Collected data entries:
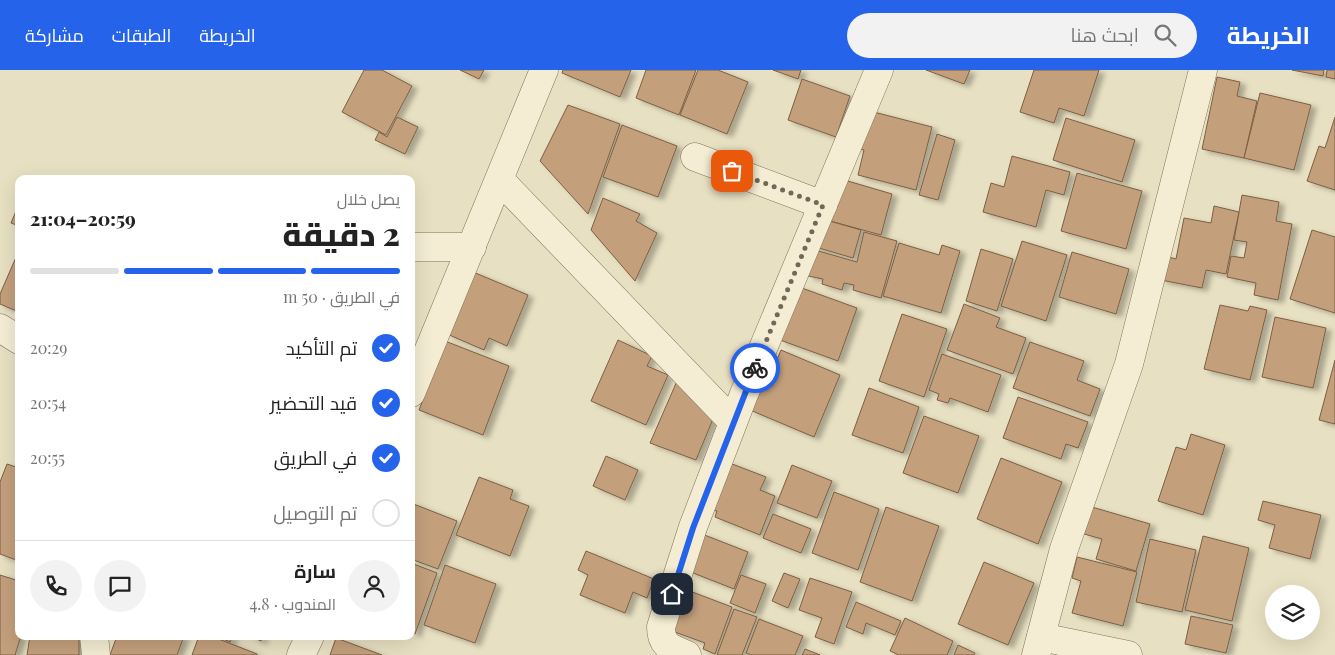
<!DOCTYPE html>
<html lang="ar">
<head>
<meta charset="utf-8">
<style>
  :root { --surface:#fff; --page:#f2f2f2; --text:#222; --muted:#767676; --line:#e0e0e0; --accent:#2563eb }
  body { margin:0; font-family:"Playfair Display",Cairo,serif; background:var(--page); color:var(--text); direction:rtl; height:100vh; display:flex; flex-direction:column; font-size:19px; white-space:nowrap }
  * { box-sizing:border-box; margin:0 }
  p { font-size:16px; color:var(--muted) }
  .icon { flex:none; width:28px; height:28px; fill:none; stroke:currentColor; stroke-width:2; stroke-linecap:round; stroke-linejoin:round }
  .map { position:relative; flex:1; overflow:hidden; direction:ltr }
  .details { position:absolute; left:15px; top:105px; width:400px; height:465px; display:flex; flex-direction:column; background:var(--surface); border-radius:10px; box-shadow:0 5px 20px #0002; direction:rtl }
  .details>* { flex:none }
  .buttons { position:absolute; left:1265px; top:515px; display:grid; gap:10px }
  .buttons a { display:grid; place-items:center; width:55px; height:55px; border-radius:50%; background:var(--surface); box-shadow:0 5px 20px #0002; font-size:25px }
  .pin { position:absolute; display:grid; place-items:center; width:42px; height:42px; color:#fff; margin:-21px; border-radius:10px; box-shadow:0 2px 8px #0006 }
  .courier { position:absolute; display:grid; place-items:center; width:50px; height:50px; margin:-25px; border:4px solid #2563eb; border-radius:50%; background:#fff; color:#222; box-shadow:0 1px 6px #0007 }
  .summary em { font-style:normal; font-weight:800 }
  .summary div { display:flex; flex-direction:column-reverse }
  .summary { display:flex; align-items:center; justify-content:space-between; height:85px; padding:0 15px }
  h1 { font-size:32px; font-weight:800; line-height:38px }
  .bar { display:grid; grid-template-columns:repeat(4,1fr); gap:8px 5px; align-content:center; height:60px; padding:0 15px }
  .bar i { height:6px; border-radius:4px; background:var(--line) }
  .bar .on { background:var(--accent) }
  .bar p { grid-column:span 4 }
  .line { display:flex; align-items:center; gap:12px; padding:0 15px; border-top:1px solid var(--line) }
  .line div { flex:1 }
  .round { display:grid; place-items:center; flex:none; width:52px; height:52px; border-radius:26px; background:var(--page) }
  ol { padding:0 15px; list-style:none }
  li { display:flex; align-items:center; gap:15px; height:55px }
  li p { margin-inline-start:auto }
  li .icon { padding:5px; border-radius:50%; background:var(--accent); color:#fff; stroke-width:4 }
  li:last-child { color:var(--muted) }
  li i { width:28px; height:28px; border:2px solid var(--line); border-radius:50% }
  header { display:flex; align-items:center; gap:30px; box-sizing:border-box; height:70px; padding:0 25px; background:var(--accent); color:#fff }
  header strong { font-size:24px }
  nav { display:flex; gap:28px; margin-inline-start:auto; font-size:18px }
  .search { width:350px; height:45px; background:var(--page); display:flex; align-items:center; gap:12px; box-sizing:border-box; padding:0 18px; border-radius:28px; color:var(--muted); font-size:19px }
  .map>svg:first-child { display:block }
</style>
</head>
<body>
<header>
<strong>الخريطة</strong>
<div class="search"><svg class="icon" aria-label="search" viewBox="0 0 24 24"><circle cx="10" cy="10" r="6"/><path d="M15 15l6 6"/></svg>ابحث هنا</div>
<nav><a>الخريطة</a><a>الطبقات</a><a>مشاركة</a></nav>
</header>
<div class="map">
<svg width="1335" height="585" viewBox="0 0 1335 585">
  <defs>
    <filter id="shadow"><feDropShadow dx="5.5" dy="3" stdDeviation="2.5" flood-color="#0004"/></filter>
  </defs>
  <rect width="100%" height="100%" fill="#e8e0c2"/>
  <g fill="#c39f7b" stroke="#7c5f43" filter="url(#shadow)">
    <polygon points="364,0 382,0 412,16 386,65 342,42"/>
    <polygon points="460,0 484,0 479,9"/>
    <polygon points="563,0 631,0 620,27 562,3"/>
    <polygon points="646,0 696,0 679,45 636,28"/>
    <polygon points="698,0 718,0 748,12 727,64 680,45"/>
    <polygon points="773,0 801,0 798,9"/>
    <polygon points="926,0 970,0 964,14"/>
    <polygon points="1034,0 1099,0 1084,46 1059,38 1054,53 1020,42"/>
    <polygon points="1292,0 1324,0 1323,6"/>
    <polygon points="1327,0 1335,0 1335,9 1326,7"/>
    <polygon points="1217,7 1240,12 1237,26 1257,31 1244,88 1202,79"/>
    <polygon points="802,9 850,26 836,67 788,50"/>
    <polygon points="1260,23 1311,35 1294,100 1244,88"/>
    <polygon points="568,35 620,54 588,144 540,91"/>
    <polygon points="866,40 932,57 916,120 858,105 864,80 856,78"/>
    <polygon points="397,47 418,57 405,84 375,70 379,62 387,67"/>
    <polygon points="1335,47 1335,120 1307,111 1319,76 1325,78"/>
    <polygon points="1066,48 1135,70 1122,112 1053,90"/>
    <polygon points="622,55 677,76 658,127 603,107"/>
    <polygon points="937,64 955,70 938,130 919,125"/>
    <polygon points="1012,86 1070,102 1064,125 1046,120 1036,157 983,142 991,113 1004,117"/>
    <polygon points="1077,103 1142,121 1126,179 1061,161"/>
    <polygon points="841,109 892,124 881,165 830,151"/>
    <polygon points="1242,125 1279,132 1276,151 1292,154 1278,230 1254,225 1256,213 1227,207 1231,186 1244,188 1247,172 1234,170"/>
    <polygon points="603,128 640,144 636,151 657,163 635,211 591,160"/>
    <polygon points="19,134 19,156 11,153"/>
    <polygon points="1214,136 1239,142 1226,204 1206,200 1202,218 1161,210 1165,186 1176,189 1184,148 1211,153"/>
    <polygon points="819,148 861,160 853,188 812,176"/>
    <polygon points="1312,160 1335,167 1335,243 1290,229"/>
    <polygon points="864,162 897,171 881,228 853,220 854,215 844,213 842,220 822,214 823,209 808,206 815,180 857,192"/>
    <polygon points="1022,171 1067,185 1046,251 1001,236"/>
    <polygon points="899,173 939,185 942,175 960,181 941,243 883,226"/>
    <polygon points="981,179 1013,189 997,241 966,231"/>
    <polygon points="1072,182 1129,199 1116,244 1059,227"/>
    <polygon points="17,185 19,186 19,242 0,234 0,224"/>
    <polygon points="473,202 528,225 507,276 489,268 484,280 447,264"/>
    <polygon points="799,217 857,238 838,291 780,270"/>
    <polygon points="964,234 1000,248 996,257 1026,268 1013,304 947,280"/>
    <polygon points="1220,235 1248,241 1250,236 1267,240 1250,310 1204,299"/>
    <polygon points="902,244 947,259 924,327 879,311"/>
    <polygon points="1275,247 1326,258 1313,318 1262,307"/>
    <polygon points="618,270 652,286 647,296 668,305 646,355 591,331"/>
    <polygon points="445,271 509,296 483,365 419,340"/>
    <polygon points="1030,272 1084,291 1077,310 1100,319 1090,346 1013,318"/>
    <polygon points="781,280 840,305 814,367 750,340 760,315 765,318"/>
    <polygon points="942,284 1001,305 988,342 950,328 948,333 937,330 939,324 929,320"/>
    <polygon points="1335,290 1335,354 1319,350"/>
    <polygon points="677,311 713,349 696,390 650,373"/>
    <polygon points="869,318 919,337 903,383 852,365"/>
    <polygon points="1018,327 1088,352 1078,378 1066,374 1061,389 1003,368"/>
    <polygon points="924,346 979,366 958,423 903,403"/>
    <polygon points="1191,364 1225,375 1203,445 1158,431 1176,377 1186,380"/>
    <polygon points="606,386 638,400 625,430 593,416"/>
    <polygon points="1001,388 1062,412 1038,474 977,449"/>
    <polygon points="727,392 766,407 760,420 775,426 760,465 715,447 717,441 709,438"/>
    <polygon points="7,394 19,398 19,491 0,484 0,412"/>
    <polygon points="792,395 832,411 817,448 777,433"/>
    <polygon points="479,407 513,420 510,429 529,436 510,486 456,465"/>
    <polygon points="834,422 879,439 858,500 812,483"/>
    <polygon points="1263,431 1321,445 1310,489 1269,478 1275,455 1258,450"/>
    <polygon points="411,433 457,451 438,499 411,489"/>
    <polygon points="886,437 939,456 912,531 860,512"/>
    <polygon points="1092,437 1150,454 1136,501 1096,489 1102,469 1084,464"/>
    <polygon points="773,444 811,459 801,483 763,468"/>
    <polygon points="702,464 748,482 734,519 688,501"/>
    <polygon points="1203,466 1249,478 1232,551 1185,540"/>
    <polygon points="1150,469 1196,480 1182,542 1136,532"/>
    <polygon points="586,481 654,509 647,528 633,522 625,543 580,525 588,505 578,500"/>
    <polygon points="1077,487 1137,502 1123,556 1072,543 1081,511 1072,508"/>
    <polygon points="984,492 1034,513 1008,575 958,554"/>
    <polygon points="411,493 437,503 415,564 411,562"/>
    <polygon points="445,495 496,514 475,573 424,555"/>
    <polygon points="784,503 800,509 788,538 772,531"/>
    <polygon points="0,505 19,511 19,566 21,566 15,585 0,585"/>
    <polygon points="741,505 766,514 755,543 730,533"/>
    <polygon points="810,508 852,522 834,574 815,567 822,548 799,540"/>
    <polygon points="687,520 732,537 715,584 703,579 705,573 672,561"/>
    <polygon points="856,532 901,551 895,565 866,553 863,564 846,557"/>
    <polygon points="734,539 757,547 742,585 717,585"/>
    <polygon points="1191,546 1233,555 1226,583 1185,574"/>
    <polygon points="905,548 953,571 947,585 899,585 890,581"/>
    <polygon points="759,549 803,566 795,585 751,585 746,583"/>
    <polygon points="30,566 79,566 79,585 27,585"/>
    <polygon points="117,566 184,566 177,585 110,585"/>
    <polygon points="199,566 211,566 257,584 257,585 192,585"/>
    <polygon points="216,566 233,566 230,572"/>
    <polygon points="250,566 263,566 261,571"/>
    <polygon points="336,568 382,585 330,585"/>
    <polygon points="958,575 975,583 974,585 954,585"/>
    <polygon points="805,579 820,585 802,585"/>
  </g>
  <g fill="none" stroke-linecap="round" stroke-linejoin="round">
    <g stroke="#80725b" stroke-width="29">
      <g id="minor">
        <polyline points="695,87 823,135"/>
        <polyline points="500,110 733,352"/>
        <polyline points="411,177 472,177"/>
        <polyline points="0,258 19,270"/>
        <polyline points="411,323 544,0"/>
        <polyline points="94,566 96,585"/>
        <polyline points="1041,567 1128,585"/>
        <polyline points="301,585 310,566"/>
        <path d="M 687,585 C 671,578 661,576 661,557 L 693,457 L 744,324 L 879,0"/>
        <polyline points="1036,585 1064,479 1129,294 1203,0"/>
      </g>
    </g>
    <use href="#minor" stroke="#f4edd4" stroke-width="28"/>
  </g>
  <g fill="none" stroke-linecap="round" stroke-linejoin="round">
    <polyline stroke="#716957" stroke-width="5" stroke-dasharray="0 9" points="732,101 823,135 755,298"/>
    <polyline stroke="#2563eb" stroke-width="6" points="672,524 693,458 755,298"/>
  </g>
</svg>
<div class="buttons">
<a><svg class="icon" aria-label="layers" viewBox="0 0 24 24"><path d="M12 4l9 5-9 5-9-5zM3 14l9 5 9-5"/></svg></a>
</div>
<div class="pin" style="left:732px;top:101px;background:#ea580c"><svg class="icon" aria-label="bag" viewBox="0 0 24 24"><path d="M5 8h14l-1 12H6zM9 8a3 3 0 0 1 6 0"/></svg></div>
<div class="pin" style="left:672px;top:524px;background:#1f2937"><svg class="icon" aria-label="home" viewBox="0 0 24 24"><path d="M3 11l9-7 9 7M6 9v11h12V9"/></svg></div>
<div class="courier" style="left:755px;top:298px"><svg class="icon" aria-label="bike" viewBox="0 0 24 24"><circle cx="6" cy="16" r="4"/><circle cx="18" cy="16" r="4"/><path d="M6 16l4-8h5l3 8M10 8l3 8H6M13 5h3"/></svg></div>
<section class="details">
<div class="summary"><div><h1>2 دقيقة</h1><p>يصل خلال</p></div><em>20:59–21:04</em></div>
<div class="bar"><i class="on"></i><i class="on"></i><i class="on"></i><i></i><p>في الطريق · 50 m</p></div>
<ol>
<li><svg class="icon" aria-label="check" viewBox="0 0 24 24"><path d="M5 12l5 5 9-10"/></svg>تم التأكيد<p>20:29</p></li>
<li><svg class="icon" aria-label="check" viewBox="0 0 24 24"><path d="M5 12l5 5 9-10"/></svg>قيد التحضير<p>20:54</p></li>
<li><svg class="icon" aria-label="check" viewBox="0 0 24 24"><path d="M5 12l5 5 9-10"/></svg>في الطريق<p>20:55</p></li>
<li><i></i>تم التوصيل</li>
</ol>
<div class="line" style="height:90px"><a class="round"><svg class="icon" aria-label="person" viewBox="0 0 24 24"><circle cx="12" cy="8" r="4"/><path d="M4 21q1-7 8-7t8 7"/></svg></a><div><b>سارة</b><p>المندوب · 4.8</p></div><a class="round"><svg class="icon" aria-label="chat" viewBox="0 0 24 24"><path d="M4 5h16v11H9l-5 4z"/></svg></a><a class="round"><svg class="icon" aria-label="phone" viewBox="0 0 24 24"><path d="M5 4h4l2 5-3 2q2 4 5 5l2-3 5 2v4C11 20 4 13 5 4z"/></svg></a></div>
</section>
</div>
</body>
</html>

#### What to work on:
All lines from the start of the entries above through the line containing "--surface:#fff; --page:#f2f2f2; --text:#222;" must be transcribed exactly, both ends included, and no picture may be copied.

#### Written response:
<!DOCTYPE html>
<html lang="ar">
<head>
<meta charset="utf-8">
<style>
  :root { --surface:#fff; --page:#f2f2f2; --text:#222; --muted:#767676; --line:#e0e0e0; --accent:#2563eb }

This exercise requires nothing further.